BEGIN
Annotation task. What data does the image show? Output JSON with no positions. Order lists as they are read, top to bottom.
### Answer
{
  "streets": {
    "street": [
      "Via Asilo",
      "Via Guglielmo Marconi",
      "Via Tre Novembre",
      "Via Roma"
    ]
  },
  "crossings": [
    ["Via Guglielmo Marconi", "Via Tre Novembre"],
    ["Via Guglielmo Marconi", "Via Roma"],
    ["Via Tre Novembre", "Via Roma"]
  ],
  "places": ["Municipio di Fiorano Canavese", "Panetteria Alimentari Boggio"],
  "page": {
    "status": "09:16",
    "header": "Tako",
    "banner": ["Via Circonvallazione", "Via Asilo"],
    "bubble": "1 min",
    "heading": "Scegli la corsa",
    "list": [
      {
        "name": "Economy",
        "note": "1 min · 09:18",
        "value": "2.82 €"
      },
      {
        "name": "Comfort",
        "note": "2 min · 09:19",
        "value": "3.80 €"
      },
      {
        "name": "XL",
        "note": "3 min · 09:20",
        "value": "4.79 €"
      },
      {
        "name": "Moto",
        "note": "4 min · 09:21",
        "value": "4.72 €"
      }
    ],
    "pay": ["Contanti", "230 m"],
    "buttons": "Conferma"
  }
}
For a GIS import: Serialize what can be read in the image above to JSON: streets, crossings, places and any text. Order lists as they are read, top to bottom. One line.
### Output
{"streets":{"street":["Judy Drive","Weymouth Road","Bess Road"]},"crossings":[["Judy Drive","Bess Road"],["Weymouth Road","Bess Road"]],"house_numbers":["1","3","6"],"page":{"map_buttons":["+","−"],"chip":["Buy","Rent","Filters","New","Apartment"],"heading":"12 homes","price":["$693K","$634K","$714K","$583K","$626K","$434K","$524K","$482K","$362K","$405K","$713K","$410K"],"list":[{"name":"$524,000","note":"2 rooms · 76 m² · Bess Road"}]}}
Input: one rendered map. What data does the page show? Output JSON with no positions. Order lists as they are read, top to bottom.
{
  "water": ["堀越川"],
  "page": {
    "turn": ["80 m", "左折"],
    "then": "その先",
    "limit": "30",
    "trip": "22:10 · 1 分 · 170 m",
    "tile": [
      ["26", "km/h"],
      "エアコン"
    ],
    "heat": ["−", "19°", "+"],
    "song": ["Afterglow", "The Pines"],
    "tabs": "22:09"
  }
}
END
(Exercise requirements)
Whenever the string "image" occurs in a line of the entries above, copy that line.

(Answer space)
Annotation task. What data does the image show? Output JSON with no positions. Order lists as they are read, top to bottom.
For a GIS import: Serialize what can be read in the image above to JSON: streets, crossings, places and any text. Order lists as they are read, top to bottom. One line.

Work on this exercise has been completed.